L'échange des produits dérivés, en particulier les CDS [contrats financiers bilatéraux entre acheteurs et vendeurs de protection], excède bien souvent de plusieurs fois la valeur de l'actif sous-jacent. Les CDS sont des instruments financiers basés sur des prêts et des obligations qui spéculent sur la capacité d'une entreprise à rembourser sa dette (une sorte d'assurance non régulée). Le marché des CDS est d'environ 45 trillions de dollars [28.800 Mds d'€], alors que la valeur consolidée du marché hypothécaire américain n'est que de 11 trillions de dollars [7.050 Mds d'€] - quatre fois plus petite. C'est un effet de levier très élevé et cela peut avoir un effet boule de neige lorsque le marché des CDS commence à se dénouer.

En vérité, le plus gros risque pour le système financier est le risque de la contrepartie : la possibilité que quelques grosses banques d'investissement, comme Bear Stearns, se retrouvent dans le rouge et aspirent le reste du marché avec elles à cause de l'ampleur de leurs pertes. L'année dernière, selon les notations de Fitch, Bear Stearns était la 12ème plus grosse contrepartie dans les échanges de CDS. Si ces banques d'investissement devaient soudainement disparaître, les effets sur le reste du système seraient catastrophiques.

Le président de la Fed, Ben Bernanke, siégeait au conseil d'administration du FOMC [Federal Open Market Comitee / Comité Fédéral du Libre Echange], lorsque les gourous de l'investissement et les tricheurs professionnels du courtage ont façonné les marchés de telle façon à majorer leurs fortunes personnelles tout en accroissant les risques de faillite du systéme. Les SIV [Véhicules d'Investissement Structurés], les conduits bancaires, les dérivés opaques, les opérations hors bilan, les cagnottes obscures, l'effet de levier massif et l'expansion imprudente du crédit, ont tous émergé durant le mandat de Bernanke (et de Greenspan). La Réserve Fédérale détient personnellement une grande part de responsabilité dans l'incendie qu'elle essaye d'éteindre.

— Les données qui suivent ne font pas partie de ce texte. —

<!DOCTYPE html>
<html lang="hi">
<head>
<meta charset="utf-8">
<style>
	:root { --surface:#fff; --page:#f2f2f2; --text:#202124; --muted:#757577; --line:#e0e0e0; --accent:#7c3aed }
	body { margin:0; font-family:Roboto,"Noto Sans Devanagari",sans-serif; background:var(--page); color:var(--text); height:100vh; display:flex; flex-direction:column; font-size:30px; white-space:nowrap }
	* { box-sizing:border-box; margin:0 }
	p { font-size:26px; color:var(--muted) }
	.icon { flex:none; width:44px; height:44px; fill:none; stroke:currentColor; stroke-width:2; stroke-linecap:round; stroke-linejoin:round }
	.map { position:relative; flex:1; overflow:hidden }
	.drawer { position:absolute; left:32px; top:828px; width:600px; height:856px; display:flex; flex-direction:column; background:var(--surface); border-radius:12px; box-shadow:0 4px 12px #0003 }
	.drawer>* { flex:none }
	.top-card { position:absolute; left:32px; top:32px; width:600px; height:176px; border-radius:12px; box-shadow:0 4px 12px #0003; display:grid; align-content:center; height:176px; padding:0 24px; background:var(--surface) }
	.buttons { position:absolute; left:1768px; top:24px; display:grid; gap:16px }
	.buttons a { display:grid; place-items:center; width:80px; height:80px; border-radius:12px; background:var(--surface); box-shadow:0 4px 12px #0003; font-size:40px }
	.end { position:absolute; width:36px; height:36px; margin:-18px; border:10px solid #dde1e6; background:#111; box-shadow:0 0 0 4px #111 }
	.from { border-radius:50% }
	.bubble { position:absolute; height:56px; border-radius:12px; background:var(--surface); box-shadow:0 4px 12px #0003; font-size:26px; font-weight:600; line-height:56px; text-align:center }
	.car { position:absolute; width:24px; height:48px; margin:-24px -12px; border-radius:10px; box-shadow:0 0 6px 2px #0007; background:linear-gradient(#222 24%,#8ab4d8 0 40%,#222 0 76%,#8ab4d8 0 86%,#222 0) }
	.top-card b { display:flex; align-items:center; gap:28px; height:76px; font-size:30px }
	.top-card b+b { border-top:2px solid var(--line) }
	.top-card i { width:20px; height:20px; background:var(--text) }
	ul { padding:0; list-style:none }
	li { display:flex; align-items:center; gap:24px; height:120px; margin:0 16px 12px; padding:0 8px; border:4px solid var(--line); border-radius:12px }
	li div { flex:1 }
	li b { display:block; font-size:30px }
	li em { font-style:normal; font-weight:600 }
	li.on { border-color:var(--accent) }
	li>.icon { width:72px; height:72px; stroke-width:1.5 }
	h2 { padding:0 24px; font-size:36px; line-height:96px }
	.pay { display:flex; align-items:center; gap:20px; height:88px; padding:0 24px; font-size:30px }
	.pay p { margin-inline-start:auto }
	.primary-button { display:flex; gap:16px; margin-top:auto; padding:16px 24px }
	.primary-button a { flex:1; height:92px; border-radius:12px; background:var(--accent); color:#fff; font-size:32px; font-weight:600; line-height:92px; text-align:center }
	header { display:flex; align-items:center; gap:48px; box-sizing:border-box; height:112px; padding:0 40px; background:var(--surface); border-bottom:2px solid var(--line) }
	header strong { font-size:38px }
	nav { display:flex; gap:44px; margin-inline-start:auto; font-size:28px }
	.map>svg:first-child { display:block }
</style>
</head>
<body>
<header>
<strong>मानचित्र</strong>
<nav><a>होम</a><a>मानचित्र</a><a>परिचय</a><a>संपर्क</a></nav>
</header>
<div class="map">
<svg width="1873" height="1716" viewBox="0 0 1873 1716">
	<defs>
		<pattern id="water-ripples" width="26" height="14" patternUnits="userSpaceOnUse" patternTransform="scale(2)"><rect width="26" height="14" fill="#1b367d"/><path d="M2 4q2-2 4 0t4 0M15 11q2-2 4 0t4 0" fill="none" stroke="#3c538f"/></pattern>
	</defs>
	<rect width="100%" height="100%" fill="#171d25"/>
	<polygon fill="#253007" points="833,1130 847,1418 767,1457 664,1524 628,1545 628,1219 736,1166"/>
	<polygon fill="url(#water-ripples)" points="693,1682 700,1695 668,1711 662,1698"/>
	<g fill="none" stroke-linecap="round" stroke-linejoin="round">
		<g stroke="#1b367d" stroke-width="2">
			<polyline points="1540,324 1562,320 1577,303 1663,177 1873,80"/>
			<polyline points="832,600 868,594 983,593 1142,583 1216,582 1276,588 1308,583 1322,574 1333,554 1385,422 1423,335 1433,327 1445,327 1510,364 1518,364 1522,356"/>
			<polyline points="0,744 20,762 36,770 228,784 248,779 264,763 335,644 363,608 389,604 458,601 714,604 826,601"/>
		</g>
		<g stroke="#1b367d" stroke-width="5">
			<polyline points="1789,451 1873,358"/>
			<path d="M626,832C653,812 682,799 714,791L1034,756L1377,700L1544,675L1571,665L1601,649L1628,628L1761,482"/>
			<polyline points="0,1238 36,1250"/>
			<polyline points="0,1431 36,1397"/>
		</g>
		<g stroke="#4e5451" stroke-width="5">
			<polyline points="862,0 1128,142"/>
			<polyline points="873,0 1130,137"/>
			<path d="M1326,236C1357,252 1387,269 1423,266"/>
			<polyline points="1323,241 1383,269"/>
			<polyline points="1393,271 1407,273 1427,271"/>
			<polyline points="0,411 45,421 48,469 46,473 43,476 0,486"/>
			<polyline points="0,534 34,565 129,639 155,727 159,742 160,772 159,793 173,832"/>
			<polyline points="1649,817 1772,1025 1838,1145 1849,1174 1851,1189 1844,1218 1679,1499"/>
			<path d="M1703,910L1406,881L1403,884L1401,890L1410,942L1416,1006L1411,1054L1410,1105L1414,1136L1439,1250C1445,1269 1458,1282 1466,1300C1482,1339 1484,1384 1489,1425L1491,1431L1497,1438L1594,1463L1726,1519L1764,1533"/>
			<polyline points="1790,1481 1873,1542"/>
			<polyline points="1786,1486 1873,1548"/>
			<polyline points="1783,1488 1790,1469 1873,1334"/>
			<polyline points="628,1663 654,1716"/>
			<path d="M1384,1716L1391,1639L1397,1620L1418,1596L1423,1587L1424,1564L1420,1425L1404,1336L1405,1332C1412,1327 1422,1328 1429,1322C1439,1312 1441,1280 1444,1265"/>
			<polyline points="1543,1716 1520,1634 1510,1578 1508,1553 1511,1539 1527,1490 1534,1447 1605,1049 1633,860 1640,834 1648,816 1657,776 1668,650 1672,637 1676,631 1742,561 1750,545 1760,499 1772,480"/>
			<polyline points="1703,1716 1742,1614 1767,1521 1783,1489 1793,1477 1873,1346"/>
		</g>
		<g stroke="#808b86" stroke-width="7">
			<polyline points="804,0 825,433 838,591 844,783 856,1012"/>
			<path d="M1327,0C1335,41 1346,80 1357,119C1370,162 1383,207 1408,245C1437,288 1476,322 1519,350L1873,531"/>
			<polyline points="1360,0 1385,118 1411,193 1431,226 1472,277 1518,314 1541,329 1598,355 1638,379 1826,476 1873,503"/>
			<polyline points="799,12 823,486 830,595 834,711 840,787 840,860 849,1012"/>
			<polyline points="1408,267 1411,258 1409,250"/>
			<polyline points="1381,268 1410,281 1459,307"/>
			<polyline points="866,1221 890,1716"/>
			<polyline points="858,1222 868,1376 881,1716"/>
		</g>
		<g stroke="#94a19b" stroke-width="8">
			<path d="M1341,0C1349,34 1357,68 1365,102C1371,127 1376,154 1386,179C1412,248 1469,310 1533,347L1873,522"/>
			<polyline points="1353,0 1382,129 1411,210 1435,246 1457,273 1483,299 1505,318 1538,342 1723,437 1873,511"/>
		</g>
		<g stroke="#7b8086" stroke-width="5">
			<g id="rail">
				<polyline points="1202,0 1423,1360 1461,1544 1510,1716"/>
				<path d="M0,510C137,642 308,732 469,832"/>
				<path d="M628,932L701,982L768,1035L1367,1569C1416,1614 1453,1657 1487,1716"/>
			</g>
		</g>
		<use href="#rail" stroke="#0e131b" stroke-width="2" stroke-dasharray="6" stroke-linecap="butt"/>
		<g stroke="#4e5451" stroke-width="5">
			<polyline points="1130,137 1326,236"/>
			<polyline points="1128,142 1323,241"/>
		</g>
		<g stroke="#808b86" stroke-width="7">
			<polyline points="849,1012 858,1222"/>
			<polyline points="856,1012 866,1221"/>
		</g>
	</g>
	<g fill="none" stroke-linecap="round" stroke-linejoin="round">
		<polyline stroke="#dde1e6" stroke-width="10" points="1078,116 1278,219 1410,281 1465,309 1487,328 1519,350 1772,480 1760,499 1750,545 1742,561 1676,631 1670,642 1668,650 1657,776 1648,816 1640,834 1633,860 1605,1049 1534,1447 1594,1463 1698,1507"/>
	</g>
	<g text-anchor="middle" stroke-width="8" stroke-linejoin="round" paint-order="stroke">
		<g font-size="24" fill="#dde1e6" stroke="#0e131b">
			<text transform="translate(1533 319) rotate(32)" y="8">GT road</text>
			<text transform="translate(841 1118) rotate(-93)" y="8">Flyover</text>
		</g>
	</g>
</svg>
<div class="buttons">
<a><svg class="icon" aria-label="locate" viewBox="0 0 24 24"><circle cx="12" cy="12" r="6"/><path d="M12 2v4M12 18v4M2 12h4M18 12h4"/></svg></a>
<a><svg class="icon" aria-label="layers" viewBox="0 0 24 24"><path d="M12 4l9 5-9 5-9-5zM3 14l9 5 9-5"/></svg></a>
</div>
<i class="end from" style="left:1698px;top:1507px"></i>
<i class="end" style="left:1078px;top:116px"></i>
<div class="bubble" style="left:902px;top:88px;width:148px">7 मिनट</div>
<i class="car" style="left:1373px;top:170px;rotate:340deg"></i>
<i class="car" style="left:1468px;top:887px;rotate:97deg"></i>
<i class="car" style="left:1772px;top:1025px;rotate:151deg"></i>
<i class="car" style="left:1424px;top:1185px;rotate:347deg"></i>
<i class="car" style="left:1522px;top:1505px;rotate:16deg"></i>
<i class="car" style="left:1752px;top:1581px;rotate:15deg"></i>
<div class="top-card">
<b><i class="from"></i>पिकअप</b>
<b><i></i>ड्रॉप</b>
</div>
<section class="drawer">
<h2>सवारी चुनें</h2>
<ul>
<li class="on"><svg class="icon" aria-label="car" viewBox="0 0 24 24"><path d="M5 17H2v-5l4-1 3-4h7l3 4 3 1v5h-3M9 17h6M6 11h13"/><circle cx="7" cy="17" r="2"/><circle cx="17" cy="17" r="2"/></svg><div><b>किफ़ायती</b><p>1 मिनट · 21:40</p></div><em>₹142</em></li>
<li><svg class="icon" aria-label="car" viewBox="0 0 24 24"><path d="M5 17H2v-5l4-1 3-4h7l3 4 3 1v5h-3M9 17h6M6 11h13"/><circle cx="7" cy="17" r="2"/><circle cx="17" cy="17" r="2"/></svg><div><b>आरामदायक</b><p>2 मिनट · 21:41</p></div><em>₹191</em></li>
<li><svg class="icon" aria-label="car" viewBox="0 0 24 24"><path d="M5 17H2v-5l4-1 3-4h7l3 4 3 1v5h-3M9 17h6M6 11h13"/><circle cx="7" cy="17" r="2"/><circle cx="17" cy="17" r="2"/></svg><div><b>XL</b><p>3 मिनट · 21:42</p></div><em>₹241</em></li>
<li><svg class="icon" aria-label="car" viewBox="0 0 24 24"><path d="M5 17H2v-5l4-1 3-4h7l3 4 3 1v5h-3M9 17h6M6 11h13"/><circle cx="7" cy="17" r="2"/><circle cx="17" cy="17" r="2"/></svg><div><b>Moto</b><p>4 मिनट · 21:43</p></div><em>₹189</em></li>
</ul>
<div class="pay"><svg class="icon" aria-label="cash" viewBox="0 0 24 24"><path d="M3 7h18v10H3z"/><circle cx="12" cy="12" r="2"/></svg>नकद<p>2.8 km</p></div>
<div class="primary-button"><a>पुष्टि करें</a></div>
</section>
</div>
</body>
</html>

A présent, dans cette crise extrême du capitalisme, Bernanke, agissant au-delà de son mandat, invoque une loi qui n'a pas été utilisée depuis les années 60, afin que la Fed devienne le créancier d'une institution qui a tenté de s'enrichir au moyen de paris spéculatifs sauvages sur des investissements douteux empoisonnés qui sont à présent complètement sans valeur.